Ce secteur est très dynamique en termes de création d'emplois : ces dix dernières années, les entreprises de l'économie sociale et solidaire ont créé 440 000 nouveaux emplois, soit 23 % de hausse contre 7 % dans le secteur privé.
Alors que l'engagement associatif a été décrété « grande cause nationale 2014 », il est bon de rappeler que 80 % des emplois de l'économie sociale et solidaire proviennent des associations. J'ajoute que 50 % des emplois d'avenir créés depuis fin 2012 dépendent du secteur de l'économie sociale et solidaire.
C'est aussi un gisement d'emplois pour l'avenir : l'étude d'impact du projet de loi évoque 100 000 emplois supplémentaires créés et, d'ici à 2020, près de 600 000 emplois seront à renouveler en raison des départs à la retraite dans des secteurs porteurs comme les services à la personne, la petite enfance ou l'économie circulaire.
Avec ce texte de loi, le financement du secteur de l'économie sociale et solidaire est également mieux assuré, grâce en particulier à la nouvelle définition de l'agrément « entreprise solidaire d'utilité sociale » en lieu et place de l'agrément « entreprise solidaire ». Les acteurs de l'économie sociale et solidaire pourront s'appuyer sur trois grands leviers d'investissement : 500 millions d'euros dédiés dans le cadre de BPI France, 100 millions d'euros dans le cadre du Programme d'investissements d'avenir 2 sous forme d'appels à projet et 40 millions d'euros du Fonds d'innovation sociale.
Il faut ajouter à ces financements spécifiques une mesure fiscale de soutien à la vie associative entrée en vigueur depuis le 1er janvier 2014 et portant l'abattement de la taxe sur les salaires des associations employeuses de 6 000 à 20 000 euros pour un montant de plus de 300 millions d'euros : au total, 70 % des associations ne paieront plus de taxe sur les salaires.
Le texte du projet de loi initial comprend cinquante-trois articles répartis en huit titres dont je souhaite évoquer à présent devant vous les principales dispositions.
L'article 1er définit, pour la première fois, le périmètre de l'économie sociale et solidaire, en retenant une approche inclusive.

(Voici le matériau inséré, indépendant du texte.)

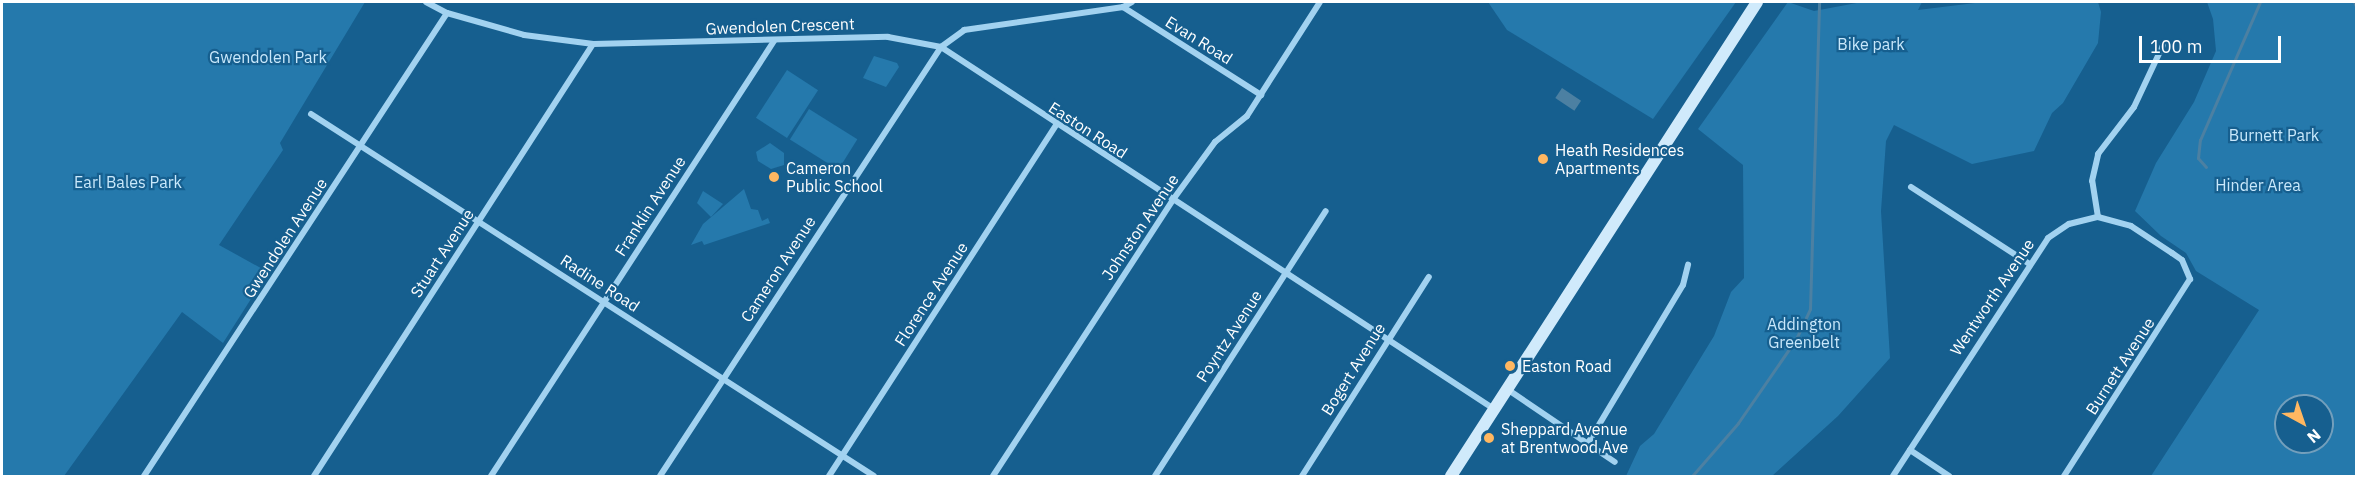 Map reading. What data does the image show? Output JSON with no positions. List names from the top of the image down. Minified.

Au-delà des coopératives, des associations, des mutuelles et des fondations, le champ de l'économie sociale et solidaire comprendra donc officiellement des sociétés qui partagent et inscrivent dans leurs statuts les grands principes de lucrativité limitée, de participation et d'impartageabilité des réserves.
Les articles 3 à 6 consacrent l'existence des grandes institutions représentatives de l'économie sociale et solidaire : le Conseil supérieur de l'économie sociale et solidaire à l'échelon national et les chambres régionales comme représentation territoriale.

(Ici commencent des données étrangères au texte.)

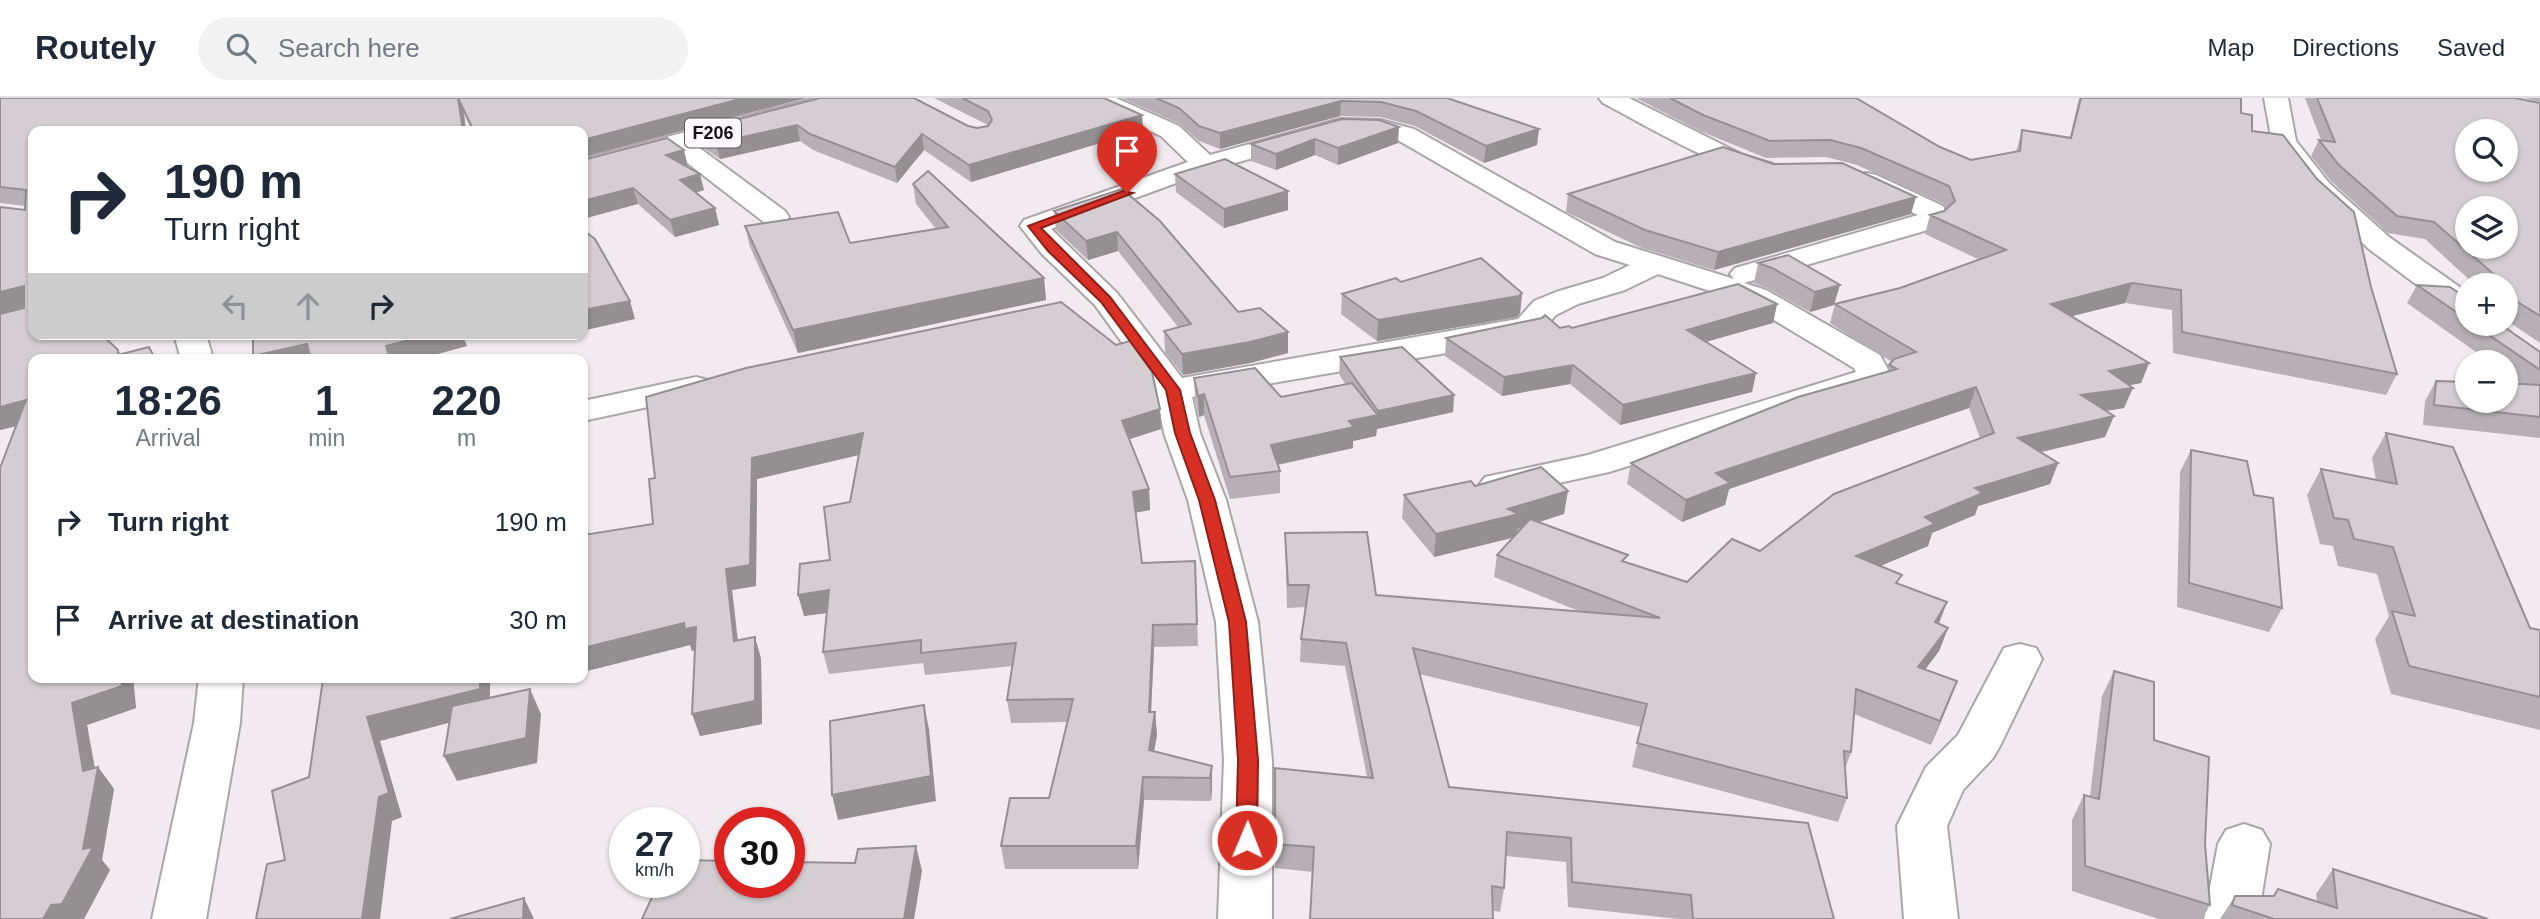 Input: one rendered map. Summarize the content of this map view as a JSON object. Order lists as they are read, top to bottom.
{
  "streets": {
    "street": ["F206"]
  },
  "page": {
    "header": "Routely",
    "search": "Search here",
    "nav": ["Map", "Directions", "Saved"],
    "map_buttons": ["+", "−"],
    "turn": ["190 m", "Turn right"],
    "eta": [
      "18:26",
      "Arrival",
      "1",
      "min",
      "220",
      "m"
    ],
    "list": [
      {
        "name": "Turn right",
        "value": "190 m"
      },
      {
        "name": "Arrive at destination",
        "value": "30 m"
      }
    ],
    "speed": "27 km/h",
    "limit": "30"
  }
}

L'article 5 favorise le lien avec le reste de l'économie à travers les pôles territoriaux de coopération économique, sortes de clusters innovants ou pôles de compétitivité du secteur, et la prise en compte de l'économie sociale et solidaire dans les contrats de développement territorial.

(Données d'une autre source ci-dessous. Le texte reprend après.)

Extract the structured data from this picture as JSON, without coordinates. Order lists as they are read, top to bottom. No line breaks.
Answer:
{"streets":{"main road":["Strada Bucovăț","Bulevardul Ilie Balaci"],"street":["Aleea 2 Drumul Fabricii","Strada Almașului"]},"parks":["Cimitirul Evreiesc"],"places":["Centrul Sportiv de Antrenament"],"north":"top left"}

Les articles 9A et 9 prévoient de réserver des marchés publics à des structures employant des personnes handicapées et défavorisées et de mettre en place un schéma des achats socialement responsables pour les acheteurs publics.
L'article 10 définit pour la première fois la notion de subvention, aujourd'hui essentiellement jurisprudentielle, ce qui est source d'insécurité juridique et conduit parfois des administrations locales à recourir à la procédure lourde du marché public ou des appels d'offres.
Le titre II crée un nouveau droit pour les salariés en cas de cession d'une entreprise. Dans les PME de moins de 250 salariés, le chef d'entreprise aura l'obligation d'informer préalablement ses salariés de son intention de céder l'entreprise. Les salariés auront ainsi l'opportunité, s'ils le souhaitent, de proposer une offre de reprise, ce qui constituera une réponse possible, dans nombre de cas, au phénomène des entreprises saines qui, chaque année, disparaissent faute de repreneurs, détruisant ainsi des emplois.
Le texte comprend ensuite des dispositions à destination de chacune des familles de l'économie sociale et solidaire. Les coopératives constituent un volet majeur, sachant que les 8 000 coopératives de notre pays emploient 300 000 salariés et représentent plus de 70 % du chiffre d'affaires global du secteur. Reconnues au niveau européen et international, elles obéissent à des « principes coopératifs » qui les distinguent des sociétés de droit commun : leurs activités sont réalisées au profit mutuel de leurs membres, lesquels doivent être impliqués dans leur gouvernance de façon égalitaire, et leurs bénéfices doivent être prioritairement mis en réserve. Le projet de loi modernise les statuts et assouplit les règles en modifiant notamment la loi du 10 septembre 1947 portant statut de la coopération pour harmoniser autant que possible les différents régimes coopératifs.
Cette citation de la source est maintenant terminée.